Ressurreição: conectados
à Vida
Duas
frases mais repetidas pela Igreja neste domingo são: “Cristo
Ressuscitou”
e “Deus
ressuscitou a
Jesus”. Elas condensam as
afirmações mais frequentes do NT sobre este tema.
No
entanto, o evangelho indicado para este domingo não tem como protagonista nem a
Deus, nem a Cristo, nem confessa sua ressurreição. Os três protagonistas que
menciona são puramente humanos: Maria Madalena, Simão Pedro e o discípulo
amado. Nem sequer há um anjo. O relato de João se centra nas atitudes
muitos diferentes destes três personagens.
Maria Madalena reage de forma precipitada: ao ver que a pedra tinha sido
retirada da entrada do túmulo logo conclui que alguém tinha levado o corpo de
Jesus; a ressurreição nem sequer passa pela sua cabeça.

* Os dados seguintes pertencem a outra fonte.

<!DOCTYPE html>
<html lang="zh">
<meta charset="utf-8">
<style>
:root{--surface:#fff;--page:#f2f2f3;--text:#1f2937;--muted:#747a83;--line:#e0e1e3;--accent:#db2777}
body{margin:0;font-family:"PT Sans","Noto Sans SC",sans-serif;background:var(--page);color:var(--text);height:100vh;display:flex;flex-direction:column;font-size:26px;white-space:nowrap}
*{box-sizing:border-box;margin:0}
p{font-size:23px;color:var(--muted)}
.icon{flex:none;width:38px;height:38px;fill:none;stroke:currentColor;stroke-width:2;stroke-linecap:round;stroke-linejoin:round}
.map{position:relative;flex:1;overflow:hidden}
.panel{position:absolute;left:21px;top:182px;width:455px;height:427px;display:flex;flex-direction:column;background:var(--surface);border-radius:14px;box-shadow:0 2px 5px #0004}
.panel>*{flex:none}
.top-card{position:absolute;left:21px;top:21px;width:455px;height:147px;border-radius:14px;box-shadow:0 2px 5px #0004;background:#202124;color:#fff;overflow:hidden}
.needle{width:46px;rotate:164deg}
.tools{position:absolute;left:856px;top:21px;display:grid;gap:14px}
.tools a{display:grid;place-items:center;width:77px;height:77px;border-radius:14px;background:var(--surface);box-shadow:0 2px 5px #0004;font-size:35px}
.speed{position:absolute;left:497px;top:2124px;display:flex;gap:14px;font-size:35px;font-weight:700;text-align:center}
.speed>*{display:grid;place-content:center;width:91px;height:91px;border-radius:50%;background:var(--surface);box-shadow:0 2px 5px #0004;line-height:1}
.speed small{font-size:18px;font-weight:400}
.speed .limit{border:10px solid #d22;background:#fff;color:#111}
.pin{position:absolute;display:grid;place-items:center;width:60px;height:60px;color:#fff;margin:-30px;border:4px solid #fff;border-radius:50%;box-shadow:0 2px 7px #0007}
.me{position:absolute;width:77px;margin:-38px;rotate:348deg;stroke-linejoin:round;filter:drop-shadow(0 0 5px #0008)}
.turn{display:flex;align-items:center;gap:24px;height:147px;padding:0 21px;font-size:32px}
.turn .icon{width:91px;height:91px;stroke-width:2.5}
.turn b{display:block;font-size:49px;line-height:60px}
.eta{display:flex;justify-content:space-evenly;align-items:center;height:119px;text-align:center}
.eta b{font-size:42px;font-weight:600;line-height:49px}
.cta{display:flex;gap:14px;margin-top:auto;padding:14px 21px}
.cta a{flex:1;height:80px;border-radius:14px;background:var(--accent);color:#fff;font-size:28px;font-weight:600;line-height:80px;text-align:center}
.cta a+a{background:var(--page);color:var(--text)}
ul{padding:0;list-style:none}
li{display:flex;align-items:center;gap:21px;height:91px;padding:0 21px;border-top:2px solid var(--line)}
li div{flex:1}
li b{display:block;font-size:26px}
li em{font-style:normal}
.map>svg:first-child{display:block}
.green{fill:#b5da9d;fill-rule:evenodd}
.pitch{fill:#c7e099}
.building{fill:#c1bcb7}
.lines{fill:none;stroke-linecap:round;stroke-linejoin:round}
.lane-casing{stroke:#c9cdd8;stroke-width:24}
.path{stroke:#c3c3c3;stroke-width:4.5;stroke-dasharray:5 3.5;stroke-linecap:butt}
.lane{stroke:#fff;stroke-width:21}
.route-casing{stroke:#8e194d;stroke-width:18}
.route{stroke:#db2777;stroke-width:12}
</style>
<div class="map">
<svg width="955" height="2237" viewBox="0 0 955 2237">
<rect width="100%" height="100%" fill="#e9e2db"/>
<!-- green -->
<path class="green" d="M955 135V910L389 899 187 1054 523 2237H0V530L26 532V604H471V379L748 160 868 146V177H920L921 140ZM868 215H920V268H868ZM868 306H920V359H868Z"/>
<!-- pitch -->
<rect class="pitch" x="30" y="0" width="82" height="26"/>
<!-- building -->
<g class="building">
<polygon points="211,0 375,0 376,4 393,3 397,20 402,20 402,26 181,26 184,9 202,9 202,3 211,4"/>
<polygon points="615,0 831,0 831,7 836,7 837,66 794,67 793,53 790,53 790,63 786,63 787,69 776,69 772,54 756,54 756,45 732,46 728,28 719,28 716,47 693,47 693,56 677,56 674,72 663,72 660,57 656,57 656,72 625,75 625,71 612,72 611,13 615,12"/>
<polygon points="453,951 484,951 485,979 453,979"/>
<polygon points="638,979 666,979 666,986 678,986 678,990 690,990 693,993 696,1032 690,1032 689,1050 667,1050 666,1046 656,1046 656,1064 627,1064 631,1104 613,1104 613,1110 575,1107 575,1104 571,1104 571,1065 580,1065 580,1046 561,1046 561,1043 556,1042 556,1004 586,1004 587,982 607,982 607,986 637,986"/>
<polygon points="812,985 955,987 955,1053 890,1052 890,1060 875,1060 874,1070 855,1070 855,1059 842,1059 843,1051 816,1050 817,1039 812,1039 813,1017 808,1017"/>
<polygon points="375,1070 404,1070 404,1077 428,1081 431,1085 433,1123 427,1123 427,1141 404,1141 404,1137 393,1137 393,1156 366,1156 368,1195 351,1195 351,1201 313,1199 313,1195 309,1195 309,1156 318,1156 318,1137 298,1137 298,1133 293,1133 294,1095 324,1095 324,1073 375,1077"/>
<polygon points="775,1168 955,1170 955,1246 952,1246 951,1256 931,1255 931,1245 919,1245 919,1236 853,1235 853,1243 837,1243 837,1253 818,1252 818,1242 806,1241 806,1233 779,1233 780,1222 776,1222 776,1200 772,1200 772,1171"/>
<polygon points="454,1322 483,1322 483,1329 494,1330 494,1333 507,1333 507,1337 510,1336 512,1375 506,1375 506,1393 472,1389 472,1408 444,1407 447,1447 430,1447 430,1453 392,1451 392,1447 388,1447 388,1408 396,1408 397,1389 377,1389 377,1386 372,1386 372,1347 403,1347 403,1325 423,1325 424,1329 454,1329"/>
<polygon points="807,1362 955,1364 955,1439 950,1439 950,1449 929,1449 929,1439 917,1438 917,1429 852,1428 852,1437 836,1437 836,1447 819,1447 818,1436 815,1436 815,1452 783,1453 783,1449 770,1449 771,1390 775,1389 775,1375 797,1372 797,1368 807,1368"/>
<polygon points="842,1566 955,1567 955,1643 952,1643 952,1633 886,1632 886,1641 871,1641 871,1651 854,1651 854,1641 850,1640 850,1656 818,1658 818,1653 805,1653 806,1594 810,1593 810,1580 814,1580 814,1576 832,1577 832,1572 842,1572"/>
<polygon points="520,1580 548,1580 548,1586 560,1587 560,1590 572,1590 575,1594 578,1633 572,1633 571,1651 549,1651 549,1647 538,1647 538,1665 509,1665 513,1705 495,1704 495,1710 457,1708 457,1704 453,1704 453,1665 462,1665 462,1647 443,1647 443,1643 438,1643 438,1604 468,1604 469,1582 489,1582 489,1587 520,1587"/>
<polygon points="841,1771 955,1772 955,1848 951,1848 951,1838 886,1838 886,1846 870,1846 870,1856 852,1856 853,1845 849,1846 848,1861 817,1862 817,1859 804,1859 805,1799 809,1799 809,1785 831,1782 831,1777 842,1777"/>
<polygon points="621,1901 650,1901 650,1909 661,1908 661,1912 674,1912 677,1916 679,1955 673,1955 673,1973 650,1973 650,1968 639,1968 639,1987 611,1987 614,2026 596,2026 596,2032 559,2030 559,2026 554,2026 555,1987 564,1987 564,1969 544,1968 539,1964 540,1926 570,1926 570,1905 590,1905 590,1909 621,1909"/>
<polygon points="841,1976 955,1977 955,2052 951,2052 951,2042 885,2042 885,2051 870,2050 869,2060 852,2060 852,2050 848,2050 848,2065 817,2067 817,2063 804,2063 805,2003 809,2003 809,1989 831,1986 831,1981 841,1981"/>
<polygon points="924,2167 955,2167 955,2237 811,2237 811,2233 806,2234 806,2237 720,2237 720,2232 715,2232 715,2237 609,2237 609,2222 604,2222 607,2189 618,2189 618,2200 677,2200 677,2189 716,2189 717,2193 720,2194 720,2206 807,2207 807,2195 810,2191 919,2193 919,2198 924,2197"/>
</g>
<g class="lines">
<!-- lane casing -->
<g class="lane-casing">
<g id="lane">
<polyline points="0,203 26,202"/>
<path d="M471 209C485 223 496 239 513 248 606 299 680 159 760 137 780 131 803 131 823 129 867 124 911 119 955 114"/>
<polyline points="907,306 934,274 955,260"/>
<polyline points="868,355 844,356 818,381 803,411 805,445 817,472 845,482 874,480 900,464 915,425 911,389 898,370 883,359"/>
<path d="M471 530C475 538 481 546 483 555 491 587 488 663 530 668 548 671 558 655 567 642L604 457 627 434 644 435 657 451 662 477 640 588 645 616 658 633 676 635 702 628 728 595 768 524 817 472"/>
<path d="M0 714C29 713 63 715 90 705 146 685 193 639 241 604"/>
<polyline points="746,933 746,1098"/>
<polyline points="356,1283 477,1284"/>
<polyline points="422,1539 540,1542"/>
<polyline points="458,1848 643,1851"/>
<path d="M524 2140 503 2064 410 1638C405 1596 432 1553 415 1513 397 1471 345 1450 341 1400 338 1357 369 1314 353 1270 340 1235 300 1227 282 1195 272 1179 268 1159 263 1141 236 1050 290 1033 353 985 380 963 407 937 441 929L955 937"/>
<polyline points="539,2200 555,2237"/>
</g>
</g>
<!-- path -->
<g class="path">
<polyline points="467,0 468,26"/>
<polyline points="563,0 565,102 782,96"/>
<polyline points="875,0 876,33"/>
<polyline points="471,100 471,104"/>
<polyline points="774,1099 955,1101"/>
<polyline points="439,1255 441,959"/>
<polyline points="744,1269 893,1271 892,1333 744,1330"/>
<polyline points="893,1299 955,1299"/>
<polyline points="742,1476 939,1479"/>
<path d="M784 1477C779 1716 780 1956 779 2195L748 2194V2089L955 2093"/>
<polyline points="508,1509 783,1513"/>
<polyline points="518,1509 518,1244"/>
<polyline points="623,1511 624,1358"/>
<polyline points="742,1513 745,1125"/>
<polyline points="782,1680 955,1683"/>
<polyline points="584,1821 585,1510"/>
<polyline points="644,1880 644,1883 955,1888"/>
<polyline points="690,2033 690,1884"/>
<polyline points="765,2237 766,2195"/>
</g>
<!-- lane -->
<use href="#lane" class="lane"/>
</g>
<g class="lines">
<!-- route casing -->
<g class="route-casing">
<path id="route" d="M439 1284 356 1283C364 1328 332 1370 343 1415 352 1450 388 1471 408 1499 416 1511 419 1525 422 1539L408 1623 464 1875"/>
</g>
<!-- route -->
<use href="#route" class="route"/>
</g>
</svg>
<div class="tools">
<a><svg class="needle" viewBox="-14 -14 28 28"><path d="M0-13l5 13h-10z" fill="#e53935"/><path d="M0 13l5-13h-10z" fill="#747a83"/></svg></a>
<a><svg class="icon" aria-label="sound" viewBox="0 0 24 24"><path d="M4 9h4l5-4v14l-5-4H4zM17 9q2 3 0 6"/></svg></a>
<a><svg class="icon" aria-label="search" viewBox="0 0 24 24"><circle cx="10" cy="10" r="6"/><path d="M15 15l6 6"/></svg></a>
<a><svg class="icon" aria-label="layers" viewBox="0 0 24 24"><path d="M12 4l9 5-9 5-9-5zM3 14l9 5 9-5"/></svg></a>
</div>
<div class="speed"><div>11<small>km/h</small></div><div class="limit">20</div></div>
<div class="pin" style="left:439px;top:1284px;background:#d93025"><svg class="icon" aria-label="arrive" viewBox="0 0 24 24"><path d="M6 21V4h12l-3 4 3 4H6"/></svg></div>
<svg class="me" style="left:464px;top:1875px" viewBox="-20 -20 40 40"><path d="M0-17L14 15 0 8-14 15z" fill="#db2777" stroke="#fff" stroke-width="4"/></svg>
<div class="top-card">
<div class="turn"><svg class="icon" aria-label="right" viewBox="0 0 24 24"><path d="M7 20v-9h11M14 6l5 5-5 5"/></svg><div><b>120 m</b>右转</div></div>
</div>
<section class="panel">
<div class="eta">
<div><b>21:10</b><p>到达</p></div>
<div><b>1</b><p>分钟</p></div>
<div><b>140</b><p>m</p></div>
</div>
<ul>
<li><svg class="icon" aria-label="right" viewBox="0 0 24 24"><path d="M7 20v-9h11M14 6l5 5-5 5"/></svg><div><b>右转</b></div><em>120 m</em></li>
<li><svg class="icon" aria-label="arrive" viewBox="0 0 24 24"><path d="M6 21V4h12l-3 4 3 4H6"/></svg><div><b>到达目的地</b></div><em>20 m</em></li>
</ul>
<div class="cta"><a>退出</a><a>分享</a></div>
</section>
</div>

Simão Pedro atua como um inspetor de polícia
diligente: corre ao sepulcro e não se limita, como Maria, a ver a pedra
removida; entra, observa as faixas de linho no chão e o sudário enrolado, num
lugar à parte. Algo muito estranho. Mas não tira nenhuma conclusão.
O
discípulo amado também corre,
inclusive mais que Simão Pedro; mas quando chega ao sepulcro, espera
pacientemente. E vê a mesma coisa que Pedro, mas conclui que Jesus ressuscitou.
O
evangelho de João oferece hoje uma mensagem esplêndida: diante da Ressurreição de Jesus podemos pensar
que é uma fraude (Maria), não saber o quê pensar (Pedro) ou dar o salto misterioso da fé (discí-pulo
amado).
Há,
neste texto, um progressivo caminho de fé. Começa com Maria
Madalena: ela busca, sai de seu esconderijo vai ao encontro de um corpo. Ainda
está presa à morte e ao passado, mas é levada pela coragem a buscar um sentido
para sua dor e tristeza. Trata-se de um primeiro passo, embora incipiente:
colocar-se em movimento, sair, romper com seu lugar estreito...
A
atitude de Pedro é um pouco mais profunda: depara-se com os sinais de
Ressurreição e busca entender o que tinha acontecido. Certamente ficara confuso
diante do sudário dobrado, colocado à parte: “como
é possível, alguém, no momento glorioso de sua vida,
encontrar tempo para dobrar um sudário!”.
A
razão ainda não é suficiente para mergulhar no mistério da fé.
Somente
João é capaz de dar o salto da fé: mergulha no mistério. Deixa-se
afetar pelos sinais, não bus-cando razões que expliquem o que tinha acontecido.
Assume a atitude de acolhida do mistério. Seu olhar é um olhar contemplativo:
vai além dos sinais.
Os
três viram os mesmos sinais; João, com um olhar contemplativo, vai além das
aparências; é preciso ter os olhos destravados para “ler” os sinais da Ressurreição.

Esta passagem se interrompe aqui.